"The past actually happened but history is only what someone wrote down." A. Whitney Brown.

About Us

My photo
San Juan Archipelago, Washington State, United States
A society formed in 2009 for the purpose of collecting, preserving, celebrating, and disseminating the maritime history of the San Juan Islands and northern Puget Sound area. Check this log for tales from out-of-print publications as well as from members and friends. There are circa 750, often long entries, on a broad range of maritime topics; there are search aids at the bottom of the log. Please ask for permission to use any photo posted on this site. Thank you.

04 September 2012

❖ Faithful Sidewheeler GEORGE E. STARR with Liverpool Tin ❖ 1896

The Steamer GEORGE E. STARR,
launched 1879 at William Hammon's shipyard on the Seattle
waterfront between Cherry and Columbia Streets.
Original photo inscribed from the Marine Salon, Seattle
in the archives of the S.P.H.S.©
"The steamer GEORGE E. STARR made the initial run on the UTOPIA's old route, viz; Tacoma and Seattle to Vancouver via the San Juan islands, last Monday. She left Seattle at midnight Sunday night and arrived here early Monday morning. She had aboard about 100 Chinamen, forty-five of them for the Island Packing Co., of this place, and fifty-five en route to the Alaska Packers Assoc. Canneries at Point Roberts. The tin which has been expected for several days past, arrived on the Thompson yesterday; the Chinamen will at once begin the work of making the cans to be used for the season's pack. The tin, which comes from Liverpool, England, by sailing vessel around the Horn, arrived at Astoria several days ago and came from there by rail to Seattle and here [Friday Harbor] by steamer LYDIA THOMPSON. The STARR will make one round trip a week calling here both ways, and will likely run all summer. The UTOPIA has been put on the Alaska route".
The Islander, Friday Harbor, WA., April 1896

At age 100, Joshua Green (1869-1975) was proclaimed "Commodore of all Puget Sound Fleets", as he looked back on the happiest days of his life, his steamboating for forty years on Puget Sound. 

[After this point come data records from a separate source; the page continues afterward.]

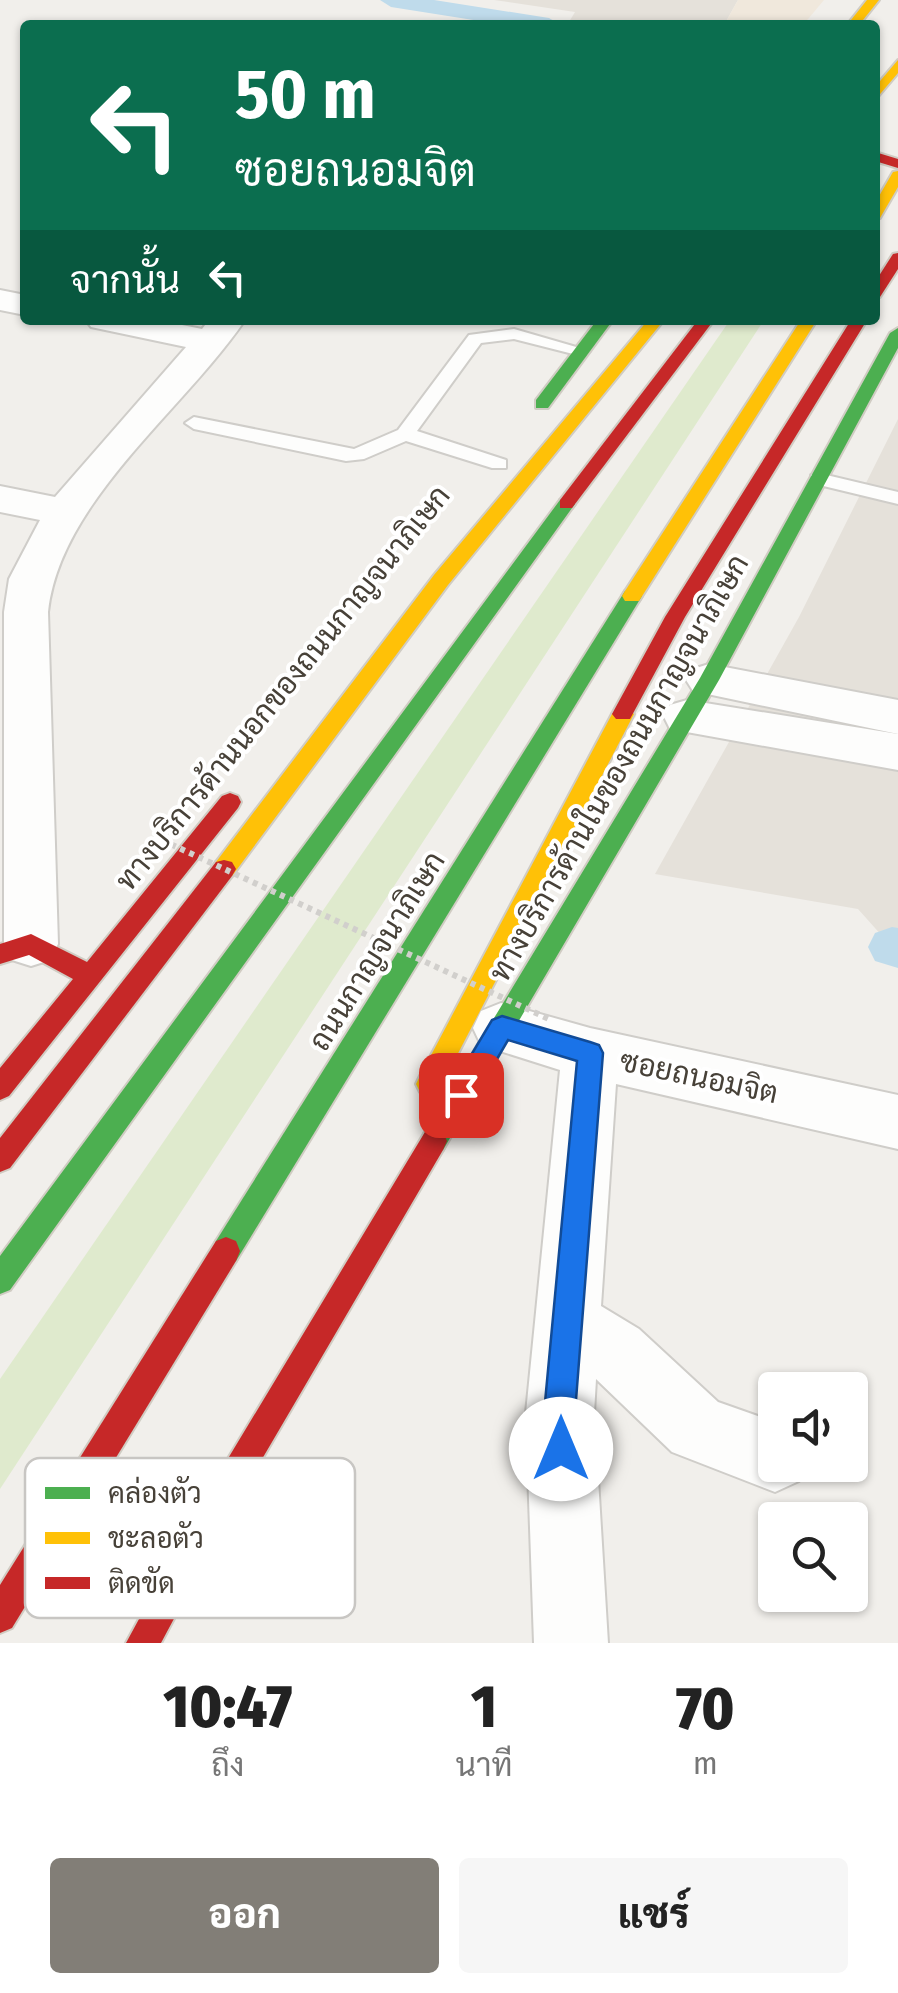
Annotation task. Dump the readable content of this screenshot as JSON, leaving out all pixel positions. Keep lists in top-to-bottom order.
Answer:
{
  "streets": {
    "main road": ["ทางบริการด้านนอกของถนนกาญจนาภิเษก", "ทางบริการด้านในของถนนกาญจนาภิเษก", "ถนนกาญจนาภิเษก"],
    "street": ["ซอยถนอมจิต"]
  },
  "crossings": [
    ["ทางบริการด้านในของถนนกาญจนาภิเษก", "ซอยถนอมจิต"]
  ],
  "legend": ["คล่องตัว", "ชะลอตัว", "ติดขัด"],
  "page": {
    "turn": ["50 m", "ซอยถนอมจิต"],
    "then": "จากนั้น",
    "eta": [
      "10:47",
      "ถึง",
      "1",
      "นาที",
      "70",
      "m"
    ],
    "buttons": ["ออก", "แชร์"]
  }
}
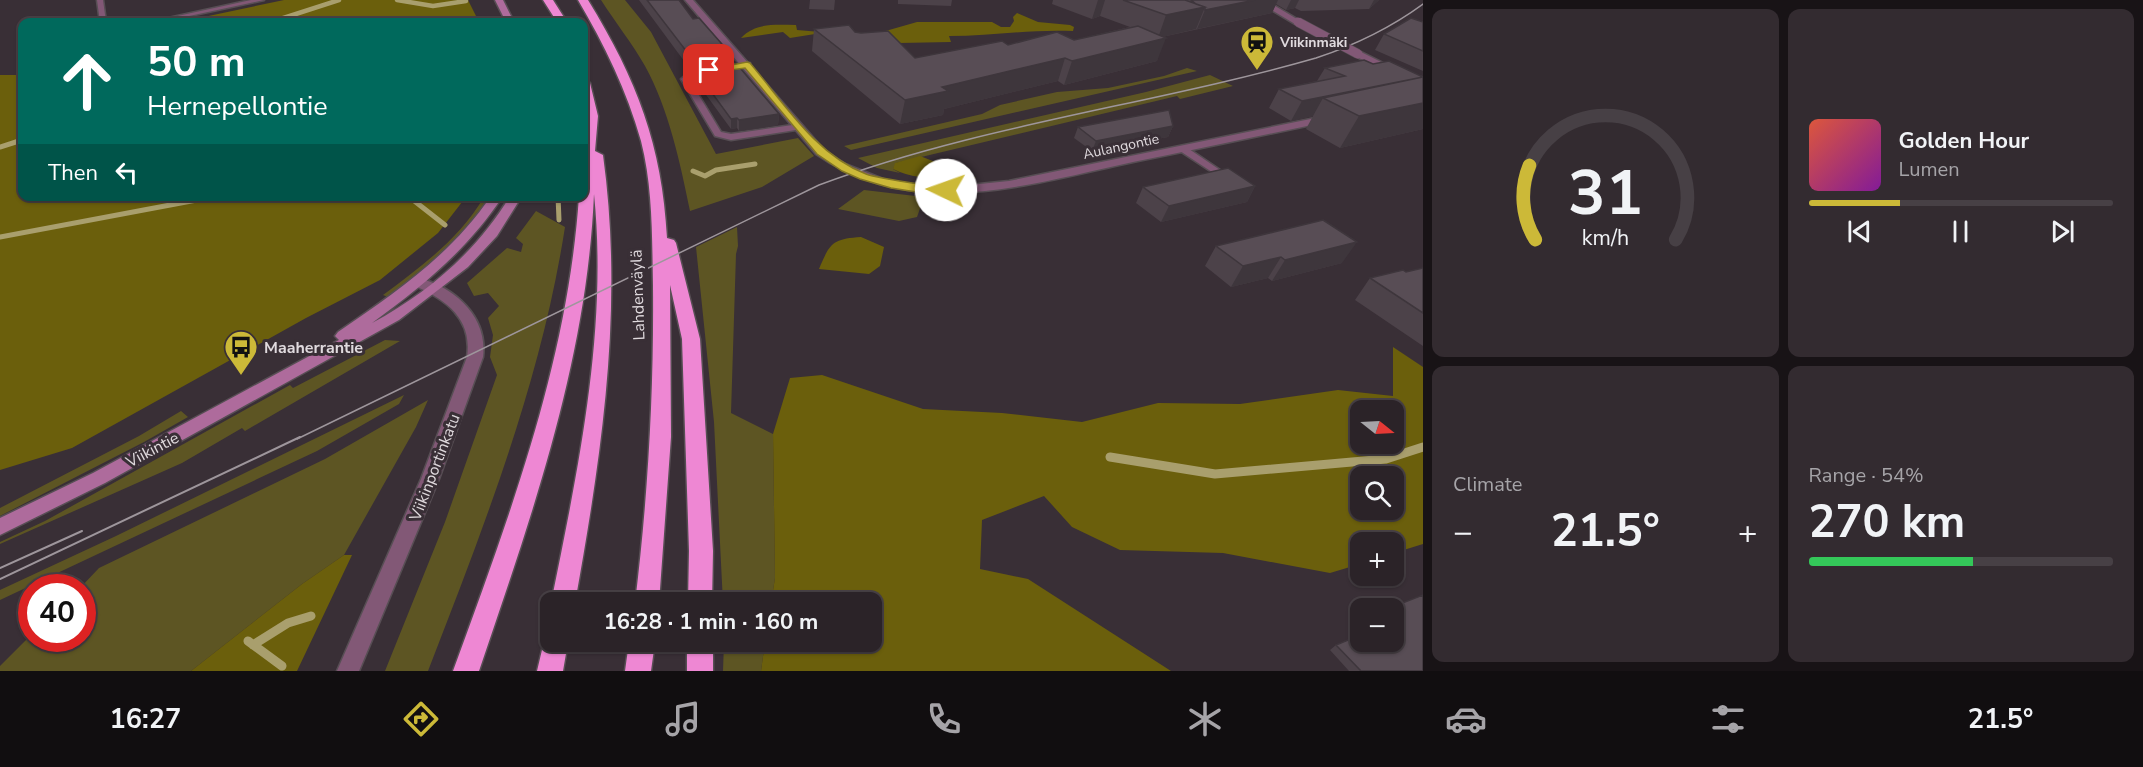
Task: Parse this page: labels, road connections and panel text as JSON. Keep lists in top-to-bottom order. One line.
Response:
{"streets":{"highway":["Lahdenväylä"],"main road":["Viikintie"],"street":["Aulangontie","Viikinportinkatu"]},"crossings":[["Viikintie","Viikinportinkatu"]],"places":{"station":["Viikinmäki"],"bus stop":["Maaherrantie"]},"north":"right","page":{"turn":["50 m","Hernepellontie"],"song":["Golden Hour","Lumen"],"then":"Then","tile":["Climate",["Range · 54%","270 km"]],"map_buttons":["+","−"],"heat":["−","21.5°","+"],"limit":"40","trip":"16:28 · 1 min · 160 m","tabs":["16:27","21.5°"],"gauge":["31","km/h"]}}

The head of Puget Sound Navigation Company commented on the GEORGE E. STARR--

"There was a faithful little boat. If you put a load on her, the side paddlewheels went so far down in the water she would hardly go ahead at all! She ran from Bellingham to Seattle. We had a full load of canned salmon on her and she was so slow that it cost us more to feed the passengers than the passage money amounted to. We had a peck of troubles in those days too. It wasn't all easy sailing."





Three photos from the cannery in Friday Harbor, WA. 
Undated.
From the archives of the Saltwater People Historical Society©.